Wrong. E.g., one of the statements in the article is, and I saw and responded
to, was:

> The country has recently made headlines by operating 100% on renewable
> energy for 285 days.

So it's the "country", presumably the whole "country", including electricity,
cars, trucks, home heating, airplanes, etc.

And that statement said "energy" and not just "electricity".

Sure, in the article, the pictures I saw were for solar panels and wind
turbines. I saw mention of their hydroelectric facility but no picture. So,
tough not to guess: The article is propaganda for electric energy via wind and
solar and, then, wants to jump to say "energy" for the whole "country".

I responded very calmly to the misleading propaganda.

It it crystal clear that this article is solidly in the center of the
community of global warming and climate change alarmists. Okay, let's look at
that subject. Surprisingly, we now have some quite good ways to do that.

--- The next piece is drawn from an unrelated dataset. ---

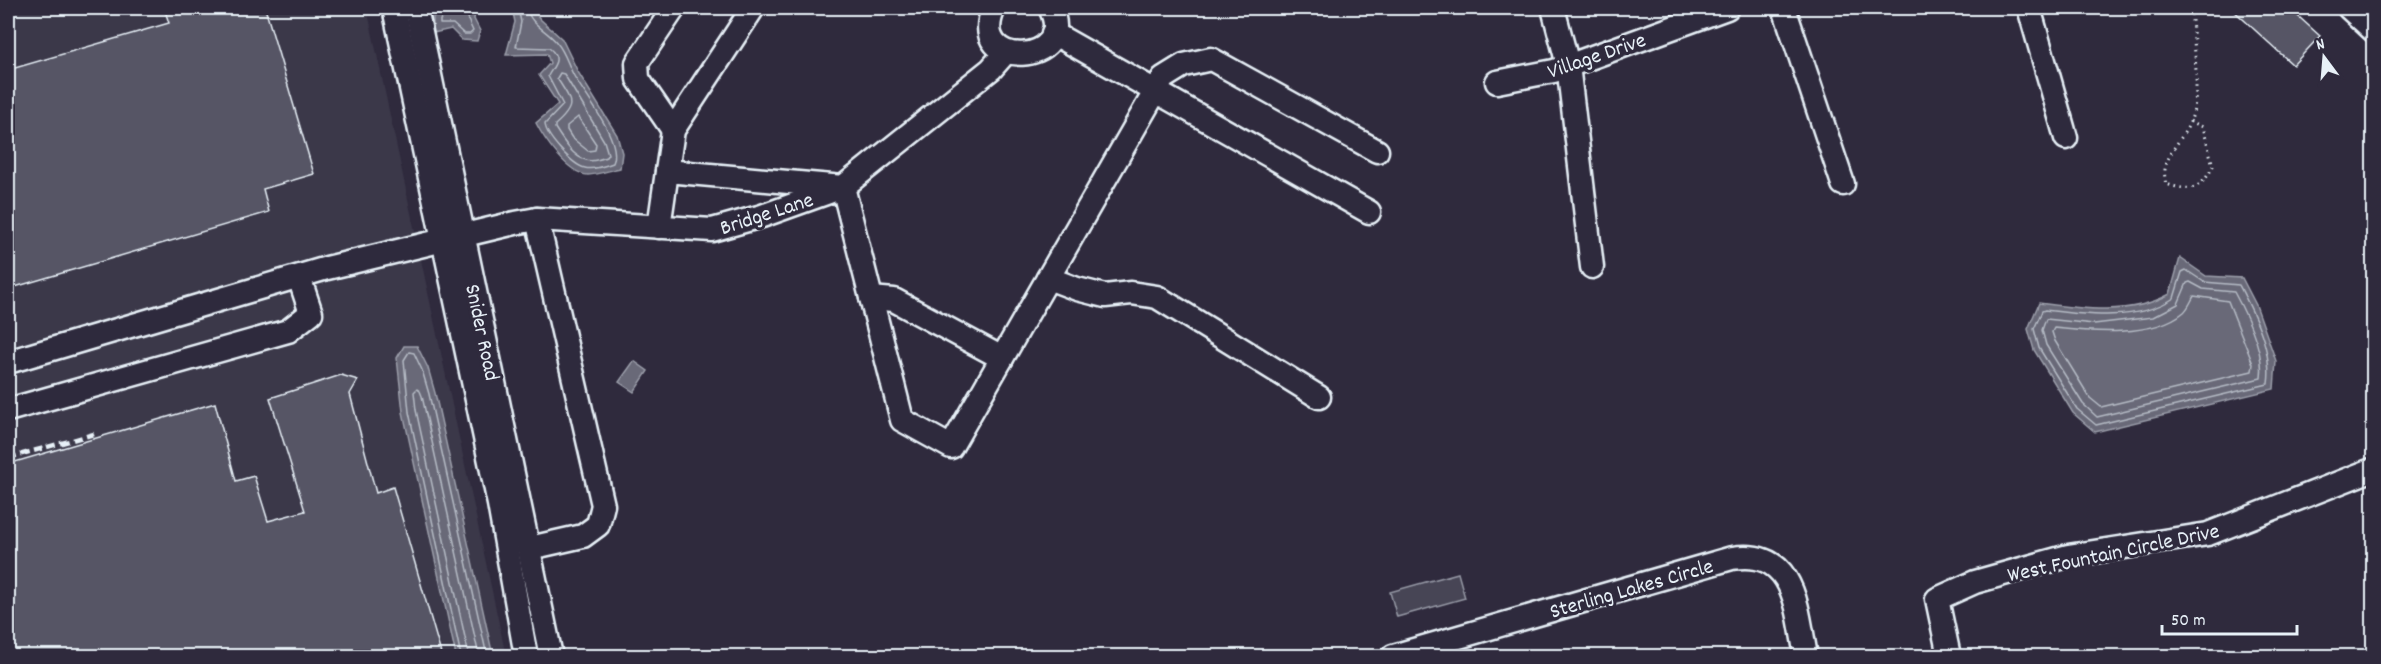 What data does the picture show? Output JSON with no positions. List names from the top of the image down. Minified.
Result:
{"streets":{"street":["Village Drive","Bridge Lane","Snider Road","West Fountain Circle Drive","Sterling Lakes Circle"]},"crossings":[["Bridge Lane","Snider Road"]],"scale_bar":"50 m","north":"top"} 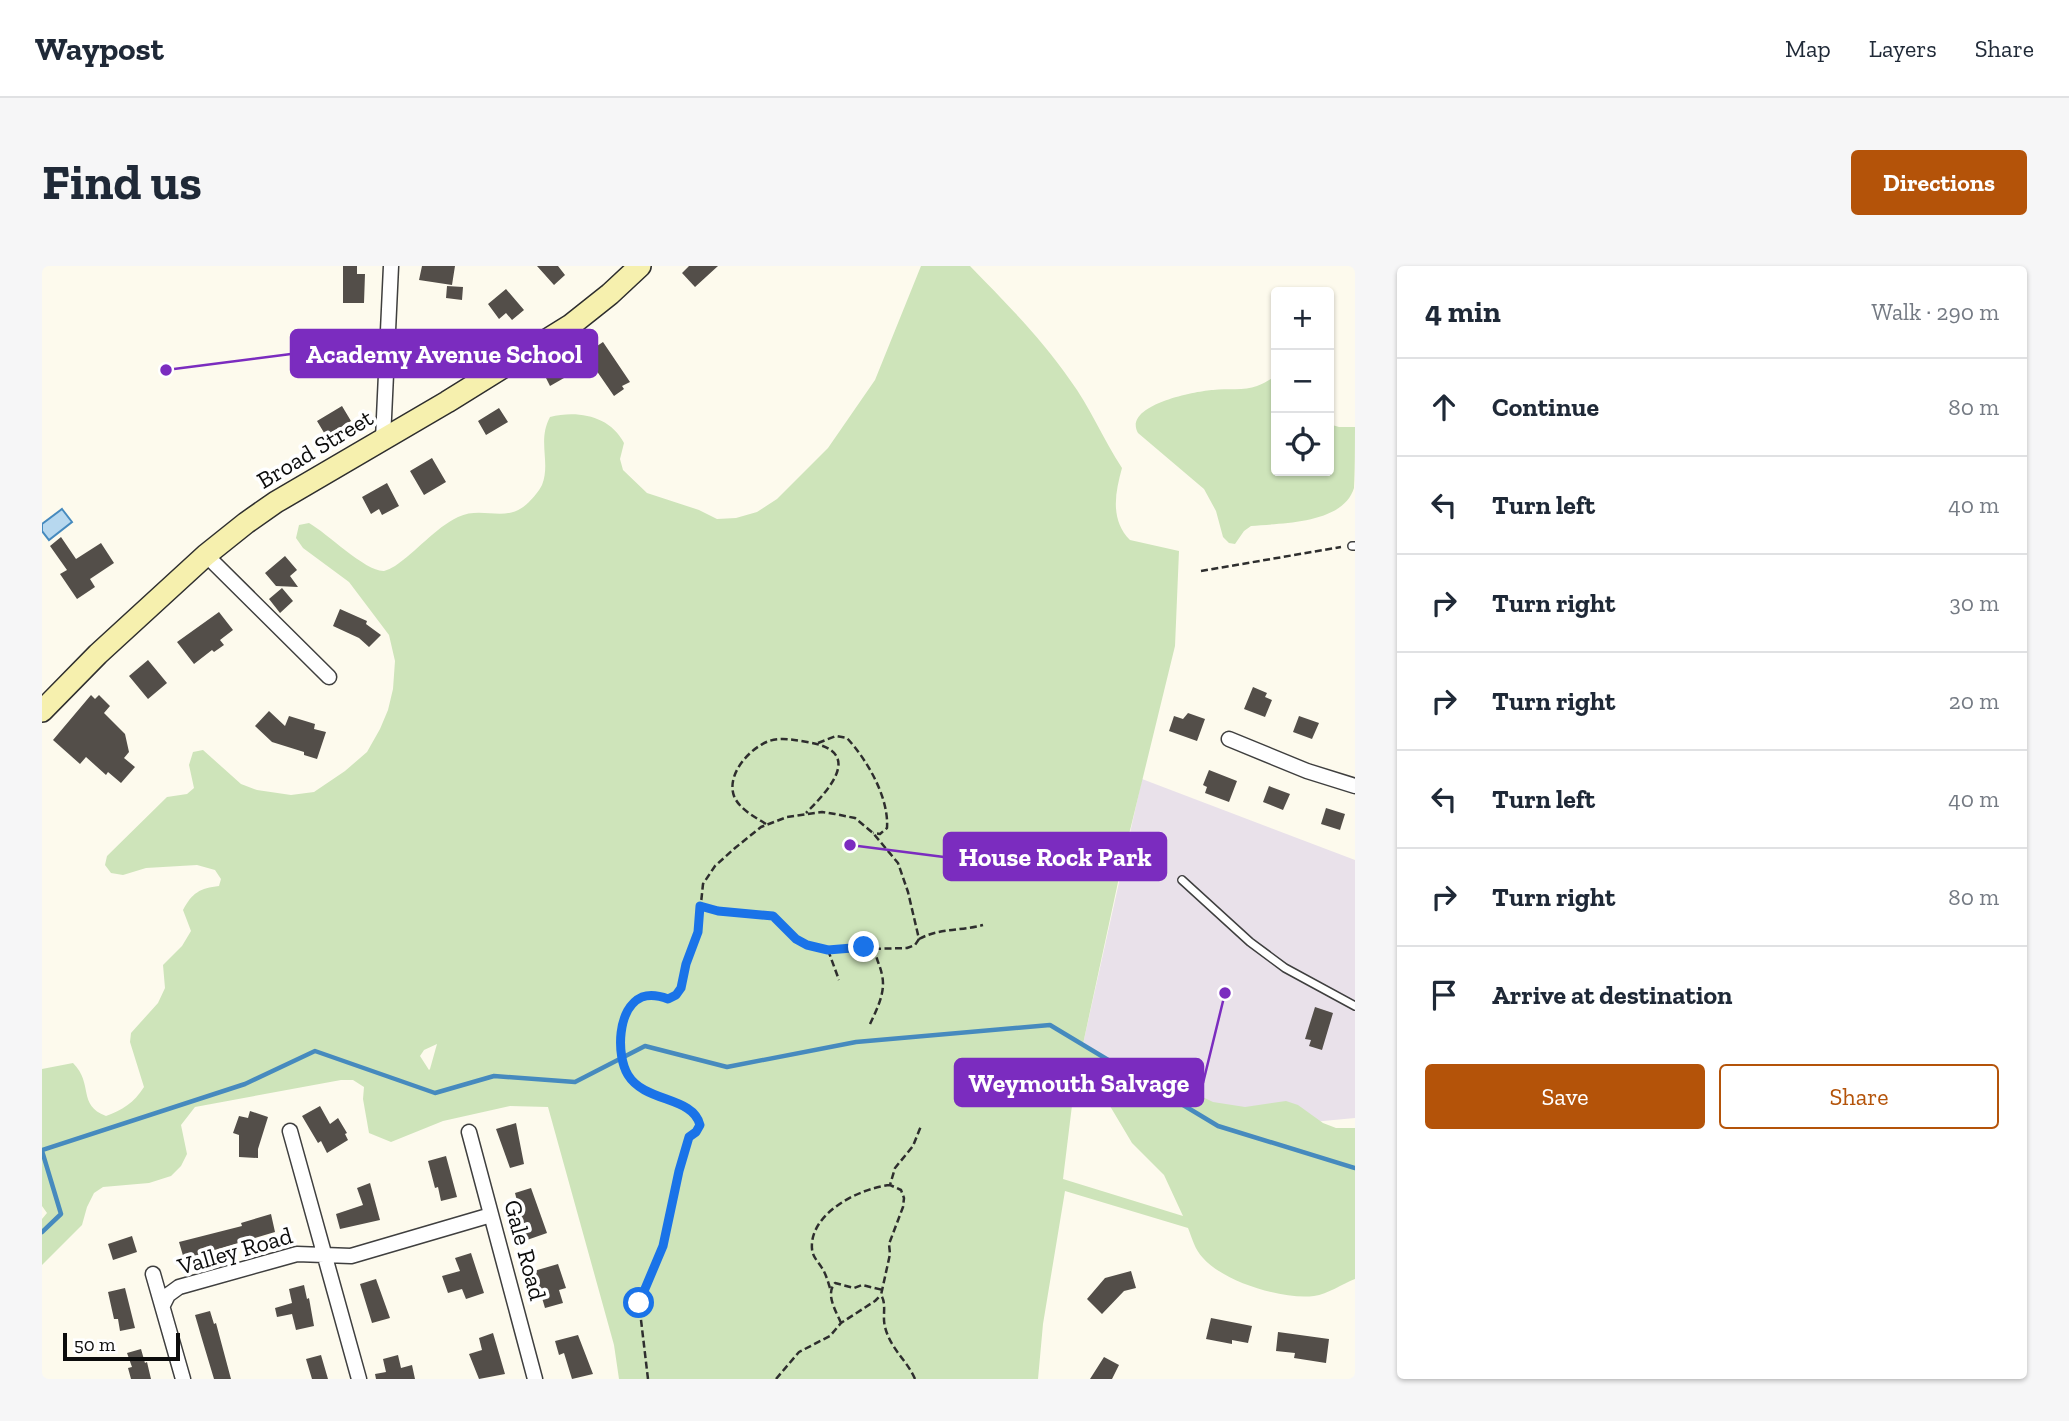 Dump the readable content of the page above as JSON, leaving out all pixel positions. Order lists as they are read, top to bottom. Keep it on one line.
{"streets":{"main road":["Broad Street"],"street":["Gale Road","Valley Road"]},"crossings":[["Gale Road","Valley Road"]],"places":["Academy Avenue School","House Rock Park","Weymouth Salvage"],"scale_bar":"50 m","page":{"header":"Waypost","nav":["Map","Layers","Share"],"buttons":["Directions",["Save","Share"]],"title":"Find us","heading":["4 min","Walk · 290 m"],"map_buttons":["+","−"],"list":[["Continue","80 m"],["Turn left","40 m"],["Turn right","30 m"],["Turn right","20 m"],["Turn left","40 m"],["Turn right","80 m"],"Arrive at destination"],"scale":"50 m"}} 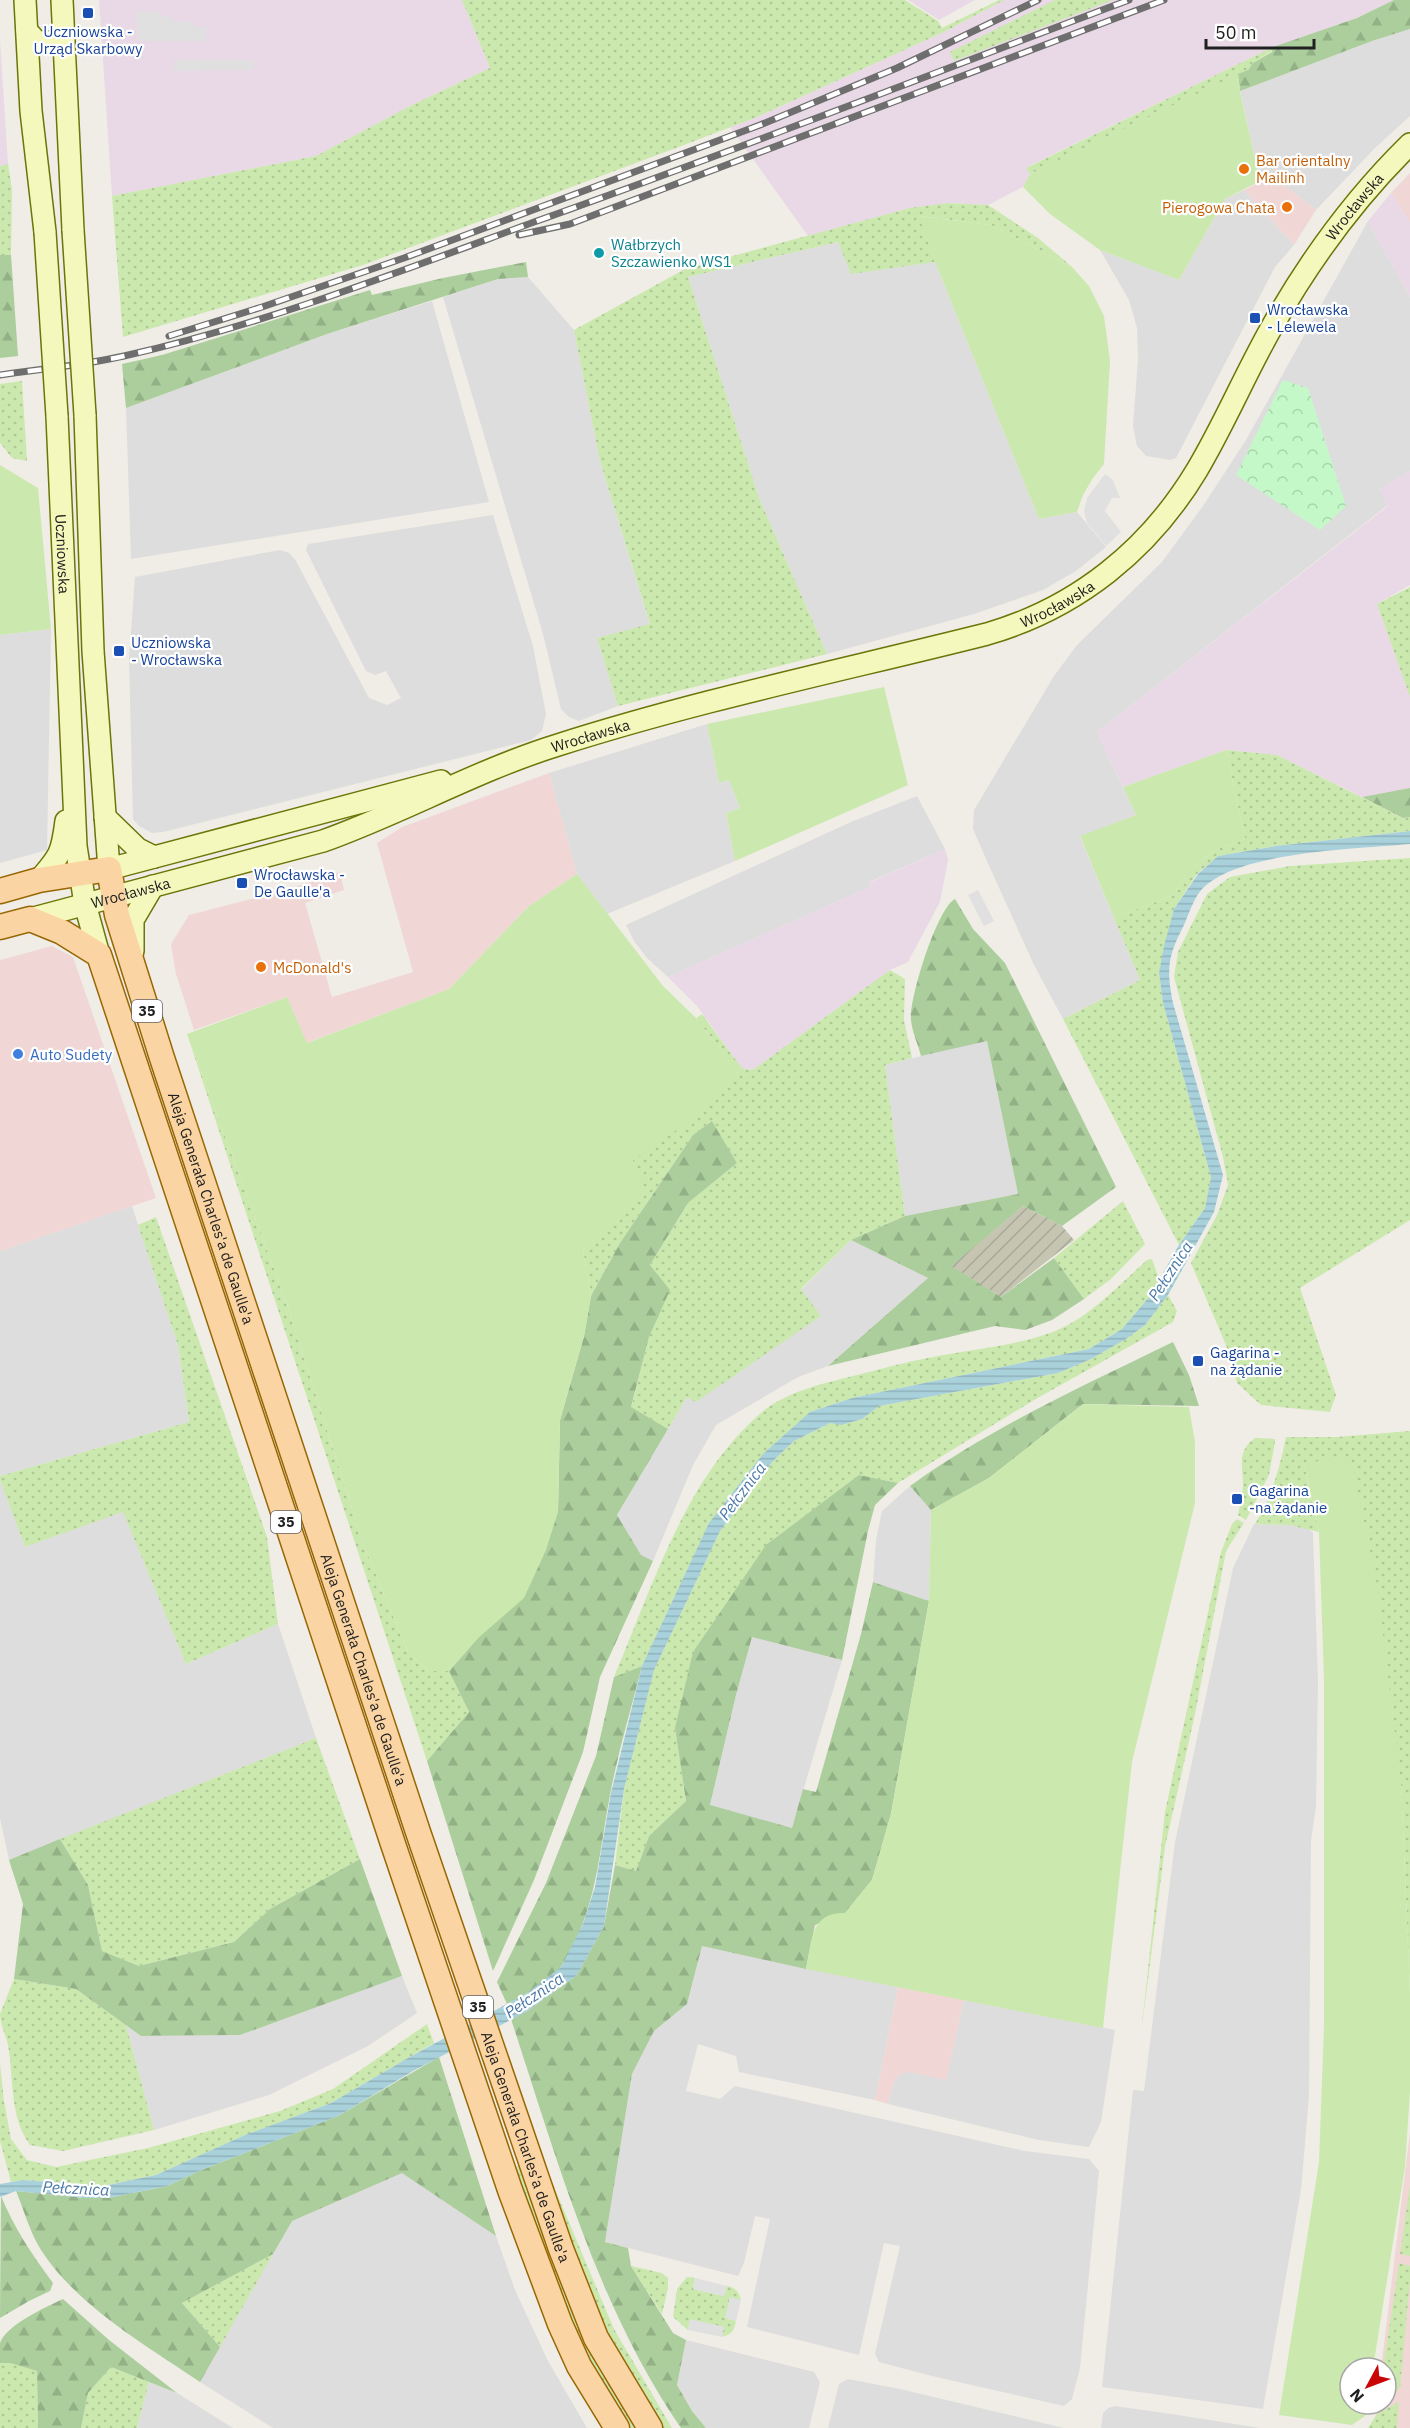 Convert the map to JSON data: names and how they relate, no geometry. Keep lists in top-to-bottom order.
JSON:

We look in two parts, (1) the predictions of warming and (2) the real science.

(1) THE PREDICTIONS

So, the claims of human caused global warming claimed to be science and made
some predictions. Good: The predictions were for a lot of global warming.

At

[http://www.energyadvocate.com/gc1.jpg](http://www.energyadvocate.com/gc1.jpg)

is a comparison of actual temperatures and temperatures predicted from the
global warming community. Immediately from the graph, the predictions are way
too high.

Then, net, according to science, we regard the candidate science as failed, as
junk.

Really, right there is the end of the global warming science. Done.

But, maybe that devastating refutation is too succinct. So, for more, below I
include three chunks of evidence, (A) -- (C):

(A) A WSJ DISCUSSION AND GRAPH

There is a lot of expert overview discussion, at

[http://online.wsj.com/article/SB1000142405297020430140457717...](http://online.wsj.com/article/SB10001424052970204301404577171531838421366.html?mod=WSJ_Opinion_LEADTop#)

with

"Commentary

No Need to Panic About Global Warming There's no compelling scientific
argument for drastic action to 'decarbonize' the world's economy. January 27,
2012

Editor's Note: The following has been signed by the 16 scientists listed at
the end of the article:"

See also the graph there that compares actual temperatures with measured
temperatures.

(B) THE US NATIONAL ACADEMY OF SCIENCE REPORT

There is the report:

Committee on Surface Temperature Reconstructions for the Last 2,000 Years,
National Research Council, Surface Temperature Reconstructions for the Last
2,000 Years, ISBN 0-309-66264-8, 196 pages, National Academies Press, 2006,

available at

[http://www.nap.edu/catalog/11676.html](http://www.nap.edu/catalog/11676.html)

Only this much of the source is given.